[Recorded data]
◇ ◇ ◇ ◇ ◇ ◇ ◇

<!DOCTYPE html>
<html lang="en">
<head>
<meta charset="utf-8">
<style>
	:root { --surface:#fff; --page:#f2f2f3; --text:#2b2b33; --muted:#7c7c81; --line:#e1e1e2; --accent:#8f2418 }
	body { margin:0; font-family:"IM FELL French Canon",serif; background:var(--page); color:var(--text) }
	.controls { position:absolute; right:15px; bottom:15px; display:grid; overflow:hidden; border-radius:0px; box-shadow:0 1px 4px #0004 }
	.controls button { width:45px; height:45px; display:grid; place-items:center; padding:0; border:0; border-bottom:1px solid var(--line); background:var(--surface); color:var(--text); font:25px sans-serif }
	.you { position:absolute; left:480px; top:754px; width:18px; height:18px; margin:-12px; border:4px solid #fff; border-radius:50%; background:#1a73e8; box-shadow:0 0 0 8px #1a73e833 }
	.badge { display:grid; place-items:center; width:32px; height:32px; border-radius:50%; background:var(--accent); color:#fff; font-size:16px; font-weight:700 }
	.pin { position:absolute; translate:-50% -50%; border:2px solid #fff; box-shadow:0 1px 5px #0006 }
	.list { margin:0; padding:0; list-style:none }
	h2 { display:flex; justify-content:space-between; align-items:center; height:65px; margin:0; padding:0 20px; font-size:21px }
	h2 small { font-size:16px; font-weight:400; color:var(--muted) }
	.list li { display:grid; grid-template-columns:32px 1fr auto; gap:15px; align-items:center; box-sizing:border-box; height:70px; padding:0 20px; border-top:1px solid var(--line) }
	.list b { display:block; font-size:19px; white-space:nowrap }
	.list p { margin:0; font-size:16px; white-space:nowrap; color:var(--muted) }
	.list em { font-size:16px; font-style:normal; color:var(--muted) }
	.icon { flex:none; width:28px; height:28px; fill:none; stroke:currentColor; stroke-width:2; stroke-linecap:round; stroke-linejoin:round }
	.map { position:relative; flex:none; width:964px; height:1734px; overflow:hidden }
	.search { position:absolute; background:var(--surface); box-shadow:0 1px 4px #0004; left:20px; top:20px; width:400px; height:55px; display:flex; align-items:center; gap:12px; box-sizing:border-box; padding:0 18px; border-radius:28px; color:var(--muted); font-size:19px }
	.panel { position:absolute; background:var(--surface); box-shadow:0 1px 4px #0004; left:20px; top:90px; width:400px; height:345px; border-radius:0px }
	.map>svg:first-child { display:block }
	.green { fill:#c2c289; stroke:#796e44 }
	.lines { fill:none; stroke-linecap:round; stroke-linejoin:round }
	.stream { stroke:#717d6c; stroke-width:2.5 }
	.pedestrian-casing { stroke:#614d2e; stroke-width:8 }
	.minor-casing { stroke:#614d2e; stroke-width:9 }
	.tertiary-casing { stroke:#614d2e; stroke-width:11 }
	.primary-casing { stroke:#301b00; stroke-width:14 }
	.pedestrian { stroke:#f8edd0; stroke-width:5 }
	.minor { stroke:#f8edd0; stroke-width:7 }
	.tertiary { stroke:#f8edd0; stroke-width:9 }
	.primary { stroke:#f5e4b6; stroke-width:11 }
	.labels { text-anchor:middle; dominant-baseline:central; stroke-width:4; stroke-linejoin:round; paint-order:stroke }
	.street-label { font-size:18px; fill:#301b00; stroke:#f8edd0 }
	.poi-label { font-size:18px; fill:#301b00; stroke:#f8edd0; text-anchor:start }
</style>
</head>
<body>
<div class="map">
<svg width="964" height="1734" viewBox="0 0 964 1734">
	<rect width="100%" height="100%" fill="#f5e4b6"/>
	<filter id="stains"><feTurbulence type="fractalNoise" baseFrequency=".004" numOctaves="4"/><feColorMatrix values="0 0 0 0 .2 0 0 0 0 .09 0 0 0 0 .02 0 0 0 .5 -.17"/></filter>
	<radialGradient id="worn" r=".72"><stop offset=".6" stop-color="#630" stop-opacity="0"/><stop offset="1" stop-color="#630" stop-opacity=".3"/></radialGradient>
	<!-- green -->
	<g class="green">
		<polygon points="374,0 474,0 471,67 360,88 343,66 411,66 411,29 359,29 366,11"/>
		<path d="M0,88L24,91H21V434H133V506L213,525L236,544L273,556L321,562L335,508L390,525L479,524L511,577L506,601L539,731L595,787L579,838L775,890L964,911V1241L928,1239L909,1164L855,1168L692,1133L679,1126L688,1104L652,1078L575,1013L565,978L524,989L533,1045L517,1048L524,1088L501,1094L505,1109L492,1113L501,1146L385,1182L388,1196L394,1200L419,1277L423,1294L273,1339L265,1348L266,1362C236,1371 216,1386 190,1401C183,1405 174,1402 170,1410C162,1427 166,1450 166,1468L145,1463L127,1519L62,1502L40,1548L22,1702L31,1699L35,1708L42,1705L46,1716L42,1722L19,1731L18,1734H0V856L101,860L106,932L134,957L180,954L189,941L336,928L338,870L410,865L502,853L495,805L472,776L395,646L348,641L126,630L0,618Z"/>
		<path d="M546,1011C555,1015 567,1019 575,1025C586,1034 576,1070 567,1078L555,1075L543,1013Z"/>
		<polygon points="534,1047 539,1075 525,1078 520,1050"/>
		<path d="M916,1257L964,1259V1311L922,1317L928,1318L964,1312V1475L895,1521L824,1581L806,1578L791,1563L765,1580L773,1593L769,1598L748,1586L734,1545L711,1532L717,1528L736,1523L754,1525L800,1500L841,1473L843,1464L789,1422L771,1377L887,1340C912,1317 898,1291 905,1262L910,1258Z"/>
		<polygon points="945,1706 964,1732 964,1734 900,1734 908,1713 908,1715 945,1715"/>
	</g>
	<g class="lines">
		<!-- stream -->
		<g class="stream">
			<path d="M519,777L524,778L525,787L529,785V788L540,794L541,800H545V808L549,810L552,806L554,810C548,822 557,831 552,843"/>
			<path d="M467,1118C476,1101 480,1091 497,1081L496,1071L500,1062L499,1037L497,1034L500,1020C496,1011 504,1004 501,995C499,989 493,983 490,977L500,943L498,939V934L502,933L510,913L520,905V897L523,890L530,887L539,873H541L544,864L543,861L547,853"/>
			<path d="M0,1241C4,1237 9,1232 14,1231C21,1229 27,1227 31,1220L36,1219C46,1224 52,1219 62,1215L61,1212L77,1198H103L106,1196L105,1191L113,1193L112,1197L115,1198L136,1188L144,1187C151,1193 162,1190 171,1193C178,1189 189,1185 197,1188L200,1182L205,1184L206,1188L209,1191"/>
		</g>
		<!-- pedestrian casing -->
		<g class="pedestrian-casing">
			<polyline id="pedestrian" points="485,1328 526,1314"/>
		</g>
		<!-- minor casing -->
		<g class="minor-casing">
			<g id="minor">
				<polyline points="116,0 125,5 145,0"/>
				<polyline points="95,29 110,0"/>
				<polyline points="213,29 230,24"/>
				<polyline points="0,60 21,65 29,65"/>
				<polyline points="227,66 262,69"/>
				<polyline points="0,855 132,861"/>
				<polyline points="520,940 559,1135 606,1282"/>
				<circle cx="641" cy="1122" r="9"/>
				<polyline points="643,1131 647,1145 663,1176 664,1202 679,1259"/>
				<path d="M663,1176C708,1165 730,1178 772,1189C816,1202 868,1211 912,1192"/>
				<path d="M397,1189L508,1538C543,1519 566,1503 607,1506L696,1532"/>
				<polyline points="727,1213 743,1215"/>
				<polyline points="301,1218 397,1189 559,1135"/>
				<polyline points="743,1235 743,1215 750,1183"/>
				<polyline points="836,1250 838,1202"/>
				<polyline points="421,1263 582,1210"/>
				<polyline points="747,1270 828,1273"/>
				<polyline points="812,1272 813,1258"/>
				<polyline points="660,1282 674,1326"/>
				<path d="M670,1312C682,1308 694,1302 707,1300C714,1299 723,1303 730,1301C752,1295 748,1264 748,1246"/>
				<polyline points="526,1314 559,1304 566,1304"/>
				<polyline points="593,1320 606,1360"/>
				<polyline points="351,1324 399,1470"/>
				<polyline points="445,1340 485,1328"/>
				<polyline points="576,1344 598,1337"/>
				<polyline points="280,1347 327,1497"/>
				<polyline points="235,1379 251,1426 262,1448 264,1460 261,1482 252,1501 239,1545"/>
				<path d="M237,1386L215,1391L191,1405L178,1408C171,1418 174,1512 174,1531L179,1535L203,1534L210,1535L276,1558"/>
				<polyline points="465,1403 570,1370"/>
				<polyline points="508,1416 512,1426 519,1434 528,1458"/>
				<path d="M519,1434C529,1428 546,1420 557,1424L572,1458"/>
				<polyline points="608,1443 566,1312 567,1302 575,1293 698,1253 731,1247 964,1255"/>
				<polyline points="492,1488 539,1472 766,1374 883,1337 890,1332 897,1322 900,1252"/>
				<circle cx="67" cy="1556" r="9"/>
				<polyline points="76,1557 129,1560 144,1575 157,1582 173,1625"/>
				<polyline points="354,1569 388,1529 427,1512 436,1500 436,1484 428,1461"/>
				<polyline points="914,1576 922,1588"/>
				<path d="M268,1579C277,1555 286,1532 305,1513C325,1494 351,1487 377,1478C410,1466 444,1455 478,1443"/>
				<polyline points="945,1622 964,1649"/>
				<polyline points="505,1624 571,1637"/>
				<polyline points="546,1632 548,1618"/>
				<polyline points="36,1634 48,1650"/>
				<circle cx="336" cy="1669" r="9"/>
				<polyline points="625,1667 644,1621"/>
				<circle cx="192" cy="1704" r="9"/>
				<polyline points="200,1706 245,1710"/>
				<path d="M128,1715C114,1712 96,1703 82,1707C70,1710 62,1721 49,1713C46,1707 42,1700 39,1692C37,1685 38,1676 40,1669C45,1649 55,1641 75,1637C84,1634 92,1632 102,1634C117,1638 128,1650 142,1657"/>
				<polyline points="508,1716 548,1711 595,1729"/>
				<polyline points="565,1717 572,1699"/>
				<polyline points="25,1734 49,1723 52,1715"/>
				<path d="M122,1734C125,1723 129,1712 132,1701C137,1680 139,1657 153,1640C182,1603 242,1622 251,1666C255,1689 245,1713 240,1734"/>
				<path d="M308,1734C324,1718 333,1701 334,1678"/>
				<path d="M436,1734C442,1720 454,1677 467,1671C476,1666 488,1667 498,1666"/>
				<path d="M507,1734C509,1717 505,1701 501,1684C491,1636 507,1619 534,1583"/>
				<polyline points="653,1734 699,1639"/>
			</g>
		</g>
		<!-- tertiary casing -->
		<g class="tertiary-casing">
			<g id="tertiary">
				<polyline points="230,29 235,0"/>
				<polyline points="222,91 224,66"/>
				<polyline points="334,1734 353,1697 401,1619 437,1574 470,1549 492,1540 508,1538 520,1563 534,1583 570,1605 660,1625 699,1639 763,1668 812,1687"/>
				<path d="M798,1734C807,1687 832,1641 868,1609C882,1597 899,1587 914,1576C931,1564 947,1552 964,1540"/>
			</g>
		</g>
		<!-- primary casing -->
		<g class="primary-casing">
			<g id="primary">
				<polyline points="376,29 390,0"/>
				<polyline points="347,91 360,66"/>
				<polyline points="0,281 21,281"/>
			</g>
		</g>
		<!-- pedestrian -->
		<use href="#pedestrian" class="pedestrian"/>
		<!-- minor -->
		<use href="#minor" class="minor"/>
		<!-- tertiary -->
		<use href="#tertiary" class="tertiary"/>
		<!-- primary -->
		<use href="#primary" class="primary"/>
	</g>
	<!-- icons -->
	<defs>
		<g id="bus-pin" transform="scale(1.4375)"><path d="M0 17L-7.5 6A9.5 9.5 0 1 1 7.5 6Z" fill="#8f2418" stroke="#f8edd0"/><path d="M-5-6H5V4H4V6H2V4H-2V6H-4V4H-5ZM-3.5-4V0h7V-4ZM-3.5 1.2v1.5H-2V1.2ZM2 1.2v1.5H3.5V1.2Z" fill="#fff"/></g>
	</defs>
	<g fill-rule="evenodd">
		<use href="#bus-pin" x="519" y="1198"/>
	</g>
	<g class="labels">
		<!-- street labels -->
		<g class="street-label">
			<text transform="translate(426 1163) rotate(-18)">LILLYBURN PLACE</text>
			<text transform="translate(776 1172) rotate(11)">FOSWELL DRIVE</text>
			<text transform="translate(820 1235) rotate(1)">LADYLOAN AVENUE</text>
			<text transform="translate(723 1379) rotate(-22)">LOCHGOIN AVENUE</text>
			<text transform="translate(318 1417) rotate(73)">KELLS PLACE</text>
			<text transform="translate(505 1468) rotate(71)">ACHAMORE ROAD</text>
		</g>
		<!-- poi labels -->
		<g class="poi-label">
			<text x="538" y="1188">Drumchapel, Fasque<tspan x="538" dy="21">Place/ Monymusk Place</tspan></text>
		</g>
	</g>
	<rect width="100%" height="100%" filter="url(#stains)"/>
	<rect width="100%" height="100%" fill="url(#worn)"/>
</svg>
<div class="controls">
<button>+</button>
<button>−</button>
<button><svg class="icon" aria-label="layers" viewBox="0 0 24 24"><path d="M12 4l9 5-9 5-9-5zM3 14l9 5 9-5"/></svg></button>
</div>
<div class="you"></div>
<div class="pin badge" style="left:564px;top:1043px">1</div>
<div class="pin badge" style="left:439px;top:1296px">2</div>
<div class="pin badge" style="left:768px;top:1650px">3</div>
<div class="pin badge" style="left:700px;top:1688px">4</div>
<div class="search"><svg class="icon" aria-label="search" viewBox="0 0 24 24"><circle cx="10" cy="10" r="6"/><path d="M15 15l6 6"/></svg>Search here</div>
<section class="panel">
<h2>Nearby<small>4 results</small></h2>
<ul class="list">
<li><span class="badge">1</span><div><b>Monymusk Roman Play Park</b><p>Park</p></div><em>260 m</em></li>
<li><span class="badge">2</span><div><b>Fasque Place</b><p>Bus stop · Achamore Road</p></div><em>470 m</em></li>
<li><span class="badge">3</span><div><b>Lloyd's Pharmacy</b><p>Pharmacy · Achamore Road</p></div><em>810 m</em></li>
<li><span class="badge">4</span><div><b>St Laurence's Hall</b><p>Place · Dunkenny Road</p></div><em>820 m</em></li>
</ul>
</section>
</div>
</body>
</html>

◇ ◇ ◇ ◇ ◇ ◇ ◇

• Exercise objective: Across the records above, tally the lines that contain "solid" and give the result as a number alone.

• Task response: 4